"Hi, folks," he greeted us. "Look what I got it." The three girls giggled. Drake and his buddies sat and brooded. I kept an eye on them just to see when things got started. Listless was aware of them too, 'cause I saw him tenderly feel his hip pocket for his applicator. That's what he called it. But Murphy had told him about that gadget. He said it was called a brass knuckle in the old days. Listless of course, had to be high-toned and make it out of plastic on his little press.
The more we talked and laughed and the noisier we got, the glummer the other three became. I guess they wanted silence. Finally they looked at each other. I gave Murphy the nudge.
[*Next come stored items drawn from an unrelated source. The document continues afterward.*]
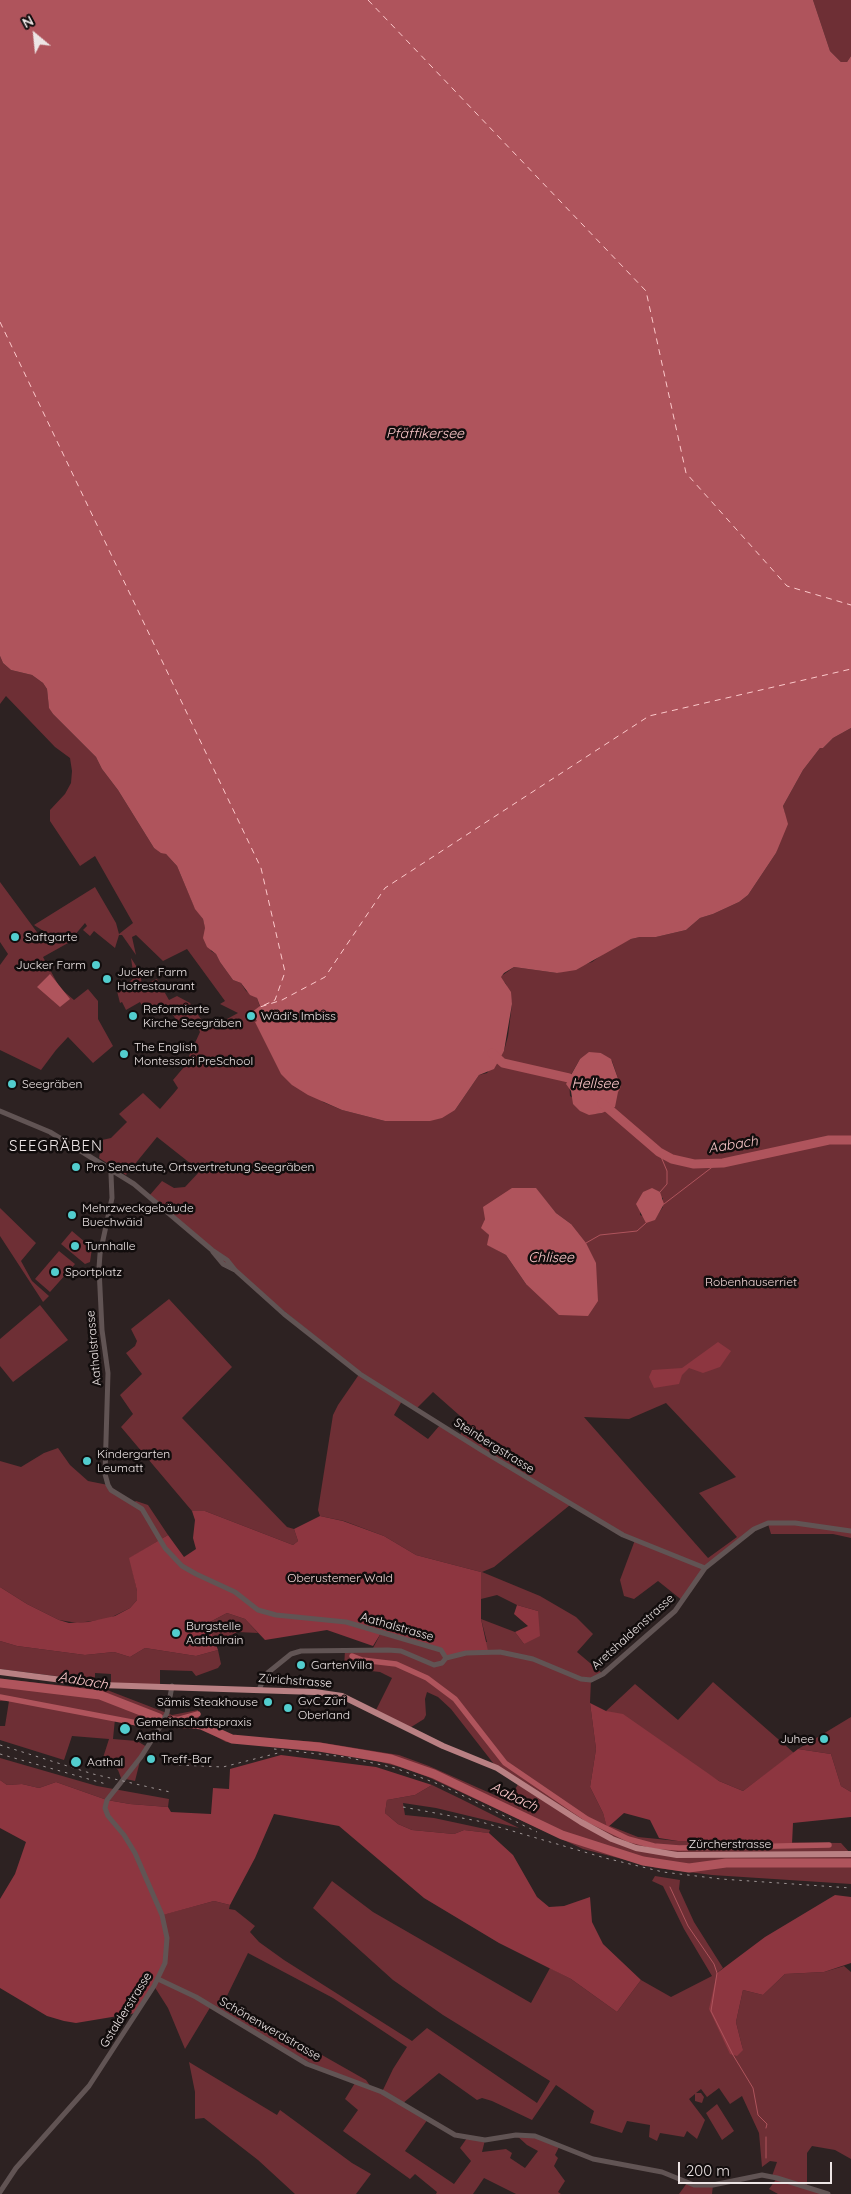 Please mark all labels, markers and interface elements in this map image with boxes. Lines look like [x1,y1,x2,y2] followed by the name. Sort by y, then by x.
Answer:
[10,10,60,60] north arrow
[19,11,37,32] text: N
[386,426,464,442] water label: Pfäffikersee
[25,930,77,944] place label: Saftgarte
[9,931,21,943] marker: Saftgarte
[16,958,86,972] place label: Jucker Farm
[90,959,102,971] marker: Jucker Farm
[117,965,195,993] place label: Jucker Farm Hofrestaurant
[101,973,113,985] marker: Jucker Farm Hofrestaurant
[143,1002,242,1030] place label: Reformierte Kirche Seegräben
[261,1009,336,1023] place label: Wädi's Imbiss
[127,1010,139,1022] marker: Reformierte Kirche Seegräben
[245,1010,257,1022] marker: Wädi's Imbiss
[134,1040,253,1068] place label: The English Montessori PreSchool
[118,1048,130,1060] marker: The English Montessori PreSchool
[572,1076,618,1092] water label: Hellsee
[22,1077,82,1091] place label: Seegräben
[6,1078,18,1090] marker: Seegräben
[707,1133,759,1157] water label: Aabach
[8,1137,104,1155] district label: SEEGRÄBEN
[86,1160,314,1174] place label: Pro Senectute, Ortsvertretung Seegräben
[70,1161,82,1173] marker: Pro Senectute, Ortsvertretung Seegräben
[82,1201,194,1229] place label: Mehrzweckgebäude Buechwäid
[66,1209,78,1221] marker: Mehrzweckgebäude Buechwäid
[85,1239,135,1253] place label: Turnhalle
[69,1240,81,1252] marker: Turnhalle
[528,1250,574,1266] water label: Chlisee
[65,1265,122,1279] place label: Sportplatz
[49,1266,61,1278] marker: Sportplatz
[705,1275,797,1289] park label: Robenhauserriet
[84,1310,104,1386] street label: Aathalstrasse
[451,1415,537,1477] street label: Steinbergstrasse
[97,1447,170,1475] place label: Kindergarten Leumatt
[81,1455,93,1467] marker: Kindergarten Leumatt
[287,1571,393,1585] park label: Oberustemer Wald
[589,1591,677,1673] street label: Aretshaldenstrasse
[359,1610,435,1644] street label: Aathalstrasse
[186,1619,243,1647] place label: Burgstelle Aathalrain
[170,1627,182,1639] marker: Burgstelle Aathalrain
[311,1658,372,1672] place label: GartenVilla
[295,1659,307,1671] marker: GartenVilla
[57,1668,109,1694] water label: Aabach
[257,1671,333,1691] street label: Zürichstrasse
[298,1694,350,1722] place label: GvC Züri Oberland
[157,1695,258,1709] place label: Sämis Steakhouse
[262,1696,274,1708] marker: Sämis Steakhouse
[282,1702,294,1714] marker: GvC Züri Oberland
[136,1715,252,1743] place label: Gemeinschaftspraxis Aathal
[118,1722,132,1736] marker: Gemeinschaftspraxis Aathal
[780,1732,814,1746] place label: Juhee
[818,1733,830,1745] marker: Juhee
[161,1752,212,1766] place label: Treff-Bar
[145,1753,157,1765] marker: Treff-Bar
[69,1755,83,1769] marker: Aathal
[87,1755,123,1769] place label: Aathal
[488,1778,540,1816] water label: Aabach
[689,1837,771,1851] street label: Zürcherstrasse
[97,1970,155,2050] street label: Gstalderstrasse
[217,1994,323,2064] street label: Schönenwerdstrasse
[681,2152,835,2184] scale bar
[686,2161,730,2180] text: 200 m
"Routine Three," I whispered. I loved that one. And we weren't feeling too frisky yet. Not that we wanted to avoid a fight, you understand, but we had two more days of healthy drinking to do if we wanted to preserve our record. Murphy nodded his agreement to my suggestion and I strolled over to the slot machine control and put a coin in the smoothest, dreamiest, slowest dance number I could pick out. The music controlled the gravity strength of the floor, and with that piece I knew there wouldn't be enough field to flatten a quart of quicksilver. Outhouse carefully detached his arm from where it was, made sure there was plenty of room then turned and thumbed his nose at the boys. They snarled and jumped for him.
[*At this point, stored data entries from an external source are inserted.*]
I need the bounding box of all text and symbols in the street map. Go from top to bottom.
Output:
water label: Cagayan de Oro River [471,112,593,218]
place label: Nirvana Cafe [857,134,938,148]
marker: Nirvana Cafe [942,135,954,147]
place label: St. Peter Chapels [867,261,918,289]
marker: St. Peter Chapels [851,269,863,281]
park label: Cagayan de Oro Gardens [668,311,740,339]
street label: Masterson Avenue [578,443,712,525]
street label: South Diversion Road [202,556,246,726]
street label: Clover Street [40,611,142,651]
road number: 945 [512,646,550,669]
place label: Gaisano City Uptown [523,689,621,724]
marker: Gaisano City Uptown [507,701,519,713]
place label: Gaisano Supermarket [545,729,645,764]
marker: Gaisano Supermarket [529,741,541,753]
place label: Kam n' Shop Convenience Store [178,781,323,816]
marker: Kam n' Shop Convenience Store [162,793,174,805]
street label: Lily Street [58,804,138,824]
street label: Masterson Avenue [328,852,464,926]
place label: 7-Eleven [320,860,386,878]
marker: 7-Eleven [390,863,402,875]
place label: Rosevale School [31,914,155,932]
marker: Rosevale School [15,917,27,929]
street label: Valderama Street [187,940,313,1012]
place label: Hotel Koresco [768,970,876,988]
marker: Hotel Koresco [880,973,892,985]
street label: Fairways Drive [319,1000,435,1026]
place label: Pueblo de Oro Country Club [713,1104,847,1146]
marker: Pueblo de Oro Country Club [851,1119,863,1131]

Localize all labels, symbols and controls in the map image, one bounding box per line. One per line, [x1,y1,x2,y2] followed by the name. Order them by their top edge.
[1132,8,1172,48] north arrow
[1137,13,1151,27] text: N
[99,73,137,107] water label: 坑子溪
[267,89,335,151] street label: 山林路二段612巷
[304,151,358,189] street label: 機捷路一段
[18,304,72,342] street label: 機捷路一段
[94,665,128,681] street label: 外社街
Tsk, tsk, I thought, is that what Dudley learned in college? For Murphy bent his knees, stretched out his arms and gathered them in. In two steps he made the dance floor and tossed them gently up over it. While they scrambled and twisted, weightlessly, trying to get down, we grabbed the three girls. All of us charged through the door and into a 'copter.
"Now where?" asked Lomack after we had lost ourselves in a traffic level.